Legal Challenge to Amendment Restricting Leasing Held Untimely By WA High Court

The Washington Supreme Court recently unanimously ruled that a legal challenge to a recorded condominium declaration amendment restricting leasing was barred by a one-year statute of limitation in the Washington Condominium Act.  

A condominium declaration amendment received board approval, received at least sixty-seven percent owner approval, and was recorded.  A person bought a unit subject to that amendment and then argued in a lawsuit over four years later that the amendment required ninety percent owner approval (based on a different subsection of the WCA) because it changed the uses to which units were restricted.
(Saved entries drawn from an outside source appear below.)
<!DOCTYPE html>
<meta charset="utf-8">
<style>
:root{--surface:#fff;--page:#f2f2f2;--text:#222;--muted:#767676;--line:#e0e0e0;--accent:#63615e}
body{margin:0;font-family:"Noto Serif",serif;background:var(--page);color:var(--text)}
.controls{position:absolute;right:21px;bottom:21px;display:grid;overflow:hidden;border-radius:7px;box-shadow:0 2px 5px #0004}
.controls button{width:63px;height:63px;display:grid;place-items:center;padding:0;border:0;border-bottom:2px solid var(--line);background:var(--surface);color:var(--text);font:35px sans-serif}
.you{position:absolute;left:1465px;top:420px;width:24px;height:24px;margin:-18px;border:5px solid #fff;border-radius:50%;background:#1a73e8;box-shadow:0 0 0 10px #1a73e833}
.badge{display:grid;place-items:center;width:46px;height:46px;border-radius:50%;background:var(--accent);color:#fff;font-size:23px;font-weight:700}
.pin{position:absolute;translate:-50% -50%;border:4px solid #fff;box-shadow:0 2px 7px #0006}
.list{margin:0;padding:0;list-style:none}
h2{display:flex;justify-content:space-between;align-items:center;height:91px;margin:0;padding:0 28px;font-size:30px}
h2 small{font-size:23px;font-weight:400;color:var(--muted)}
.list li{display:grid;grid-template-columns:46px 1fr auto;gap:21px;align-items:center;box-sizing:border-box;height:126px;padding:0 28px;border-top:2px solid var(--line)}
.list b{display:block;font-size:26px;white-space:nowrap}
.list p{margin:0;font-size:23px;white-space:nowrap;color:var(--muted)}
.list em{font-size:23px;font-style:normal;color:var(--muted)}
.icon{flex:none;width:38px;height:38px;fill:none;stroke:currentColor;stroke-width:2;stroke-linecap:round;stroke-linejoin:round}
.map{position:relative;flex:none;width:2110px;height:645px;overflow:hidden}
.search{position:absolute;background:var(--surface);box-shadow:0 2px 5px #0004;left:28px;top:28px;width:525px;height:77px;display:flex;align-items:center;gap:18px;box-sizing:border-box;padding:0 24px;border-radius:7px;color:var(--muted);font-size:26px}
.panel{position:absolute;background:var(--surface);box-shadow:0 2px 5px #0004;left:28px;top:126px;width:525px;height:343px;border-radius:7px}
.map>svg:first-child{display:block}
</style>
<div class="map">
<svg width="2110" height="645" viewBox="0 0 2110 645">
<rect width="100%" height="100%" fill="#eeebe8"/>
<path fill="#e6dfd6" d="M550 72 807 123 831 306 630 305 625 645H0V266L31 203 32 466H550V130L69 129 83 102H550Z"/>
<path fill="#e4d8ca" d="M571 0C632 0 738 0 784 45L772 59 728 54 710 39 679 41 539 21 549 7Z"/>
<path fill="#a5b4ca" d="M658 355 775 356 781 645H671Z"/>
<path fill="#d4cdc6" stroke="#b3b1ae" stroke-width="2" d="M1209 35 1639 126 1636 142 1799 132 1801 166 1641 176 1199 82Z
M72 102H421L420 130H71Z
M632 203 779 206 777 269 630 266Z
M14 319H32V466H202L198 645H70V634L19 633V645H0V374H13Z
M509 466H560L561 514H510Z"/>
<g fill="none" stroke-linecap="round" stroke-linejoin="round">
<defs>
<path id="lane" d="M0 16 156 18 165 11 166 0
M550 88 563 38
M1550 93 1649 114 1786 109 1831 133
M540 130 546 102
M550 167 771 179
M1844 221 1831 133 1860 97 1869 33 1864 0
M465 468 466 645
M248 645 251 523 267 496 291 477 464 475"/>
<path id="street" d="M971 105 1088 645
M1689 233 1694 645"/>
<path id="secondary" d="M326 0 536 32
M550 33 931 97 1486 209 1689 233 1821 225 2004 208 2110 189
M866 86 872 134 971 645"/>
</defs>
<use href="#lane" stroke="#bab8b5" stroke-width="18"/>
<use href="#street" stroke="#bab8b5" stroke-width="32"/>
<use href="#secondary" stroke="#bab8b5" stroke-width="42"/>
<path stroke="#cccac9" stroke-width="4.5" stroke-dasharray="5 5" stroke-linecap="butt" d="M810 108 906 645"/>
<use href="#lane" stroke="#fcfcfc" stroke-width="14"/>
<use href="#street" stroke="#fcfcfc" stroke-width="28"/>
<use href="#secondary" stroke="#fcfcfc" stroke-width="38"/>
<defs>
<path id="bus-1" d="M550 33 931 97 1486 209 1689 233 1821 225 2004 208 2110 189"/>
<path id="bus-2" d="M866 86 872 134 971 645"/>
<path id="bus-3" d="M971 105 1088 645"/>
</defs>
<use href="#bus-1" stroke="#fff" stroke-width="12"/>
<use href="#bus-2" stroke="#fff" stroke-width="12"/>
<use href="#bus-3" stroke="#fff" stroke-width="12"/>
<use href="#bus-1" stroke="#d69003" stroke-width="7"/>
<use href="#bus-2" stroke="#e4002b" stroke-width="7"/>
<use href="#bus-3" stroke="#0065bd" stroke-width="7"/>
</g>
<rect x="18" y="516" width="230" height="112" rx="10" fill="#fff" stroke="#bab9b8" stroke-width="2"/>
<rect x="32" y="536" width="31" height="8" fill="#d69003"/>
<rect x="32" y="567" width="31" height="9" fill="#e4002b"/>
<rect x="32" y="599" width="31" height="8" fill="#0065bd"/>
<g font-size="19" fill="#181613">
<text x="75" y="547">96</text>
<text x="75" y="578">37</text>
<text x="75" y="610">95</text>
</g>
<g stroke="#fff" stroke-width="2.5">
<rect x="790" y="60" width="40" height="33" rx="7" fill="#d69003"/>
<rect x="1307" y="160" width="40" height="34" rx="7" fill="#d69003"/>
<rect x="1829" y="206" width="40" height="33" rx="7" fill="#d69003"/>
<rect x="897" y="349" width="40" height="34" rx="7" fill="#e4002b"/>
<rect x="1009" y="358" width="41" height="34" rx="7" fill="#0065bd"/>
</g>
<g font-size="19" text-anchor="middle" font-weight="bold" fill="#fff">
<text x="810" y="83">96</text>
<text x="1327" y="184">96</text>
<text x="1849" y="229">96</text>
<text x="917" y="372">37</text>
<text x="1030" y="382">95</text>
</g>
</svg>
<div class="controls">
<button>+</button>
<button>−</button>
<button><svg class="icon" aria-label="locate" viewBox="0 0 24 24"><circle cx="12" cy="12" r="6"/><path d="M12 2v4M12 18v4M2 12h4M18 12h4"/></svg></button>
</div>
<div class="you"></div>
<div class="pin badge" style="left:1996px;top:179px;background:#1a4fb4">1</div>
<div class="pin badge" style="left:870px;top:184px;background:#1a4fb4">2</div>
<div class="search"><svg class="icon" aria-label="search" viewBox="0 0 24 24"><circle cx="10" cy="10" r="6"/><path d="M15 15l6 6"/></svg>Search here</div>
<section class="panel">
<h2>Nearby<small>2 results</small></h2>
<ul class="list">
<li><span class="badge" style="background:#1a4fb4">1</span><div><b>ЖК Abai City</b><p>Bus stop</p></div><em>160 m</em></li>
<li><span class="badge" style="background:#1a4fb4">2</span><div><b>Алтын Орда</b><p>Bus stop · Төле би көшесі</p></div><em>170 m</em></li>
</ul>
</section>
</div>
The Washington Supreme Court responded that "it is not immediately apparent which vote total was needed to approve the amendment" and that the legislature "may well wish to clarify" the WCA with regard to whether the definition of "use" includes the leasing of a unit.  However, the Court also noted that the amendment was voidable (rather than void from its inception, as in the case of fraud) from a legal perspective due to the process by which it was approved.  The Court therefore held that a one-year time bar for challenges to amendments in the WCA applied to this challenge regardless of the required approval percentage.  The Court concluded that "[t]o hold otherwise would render the time bar meaningless." 

Happy Cinco de Mayo to those WCA condominium associations that recorded declaration amendments restricting leasing with at least sixty-seven percent owner approval more than one year ago.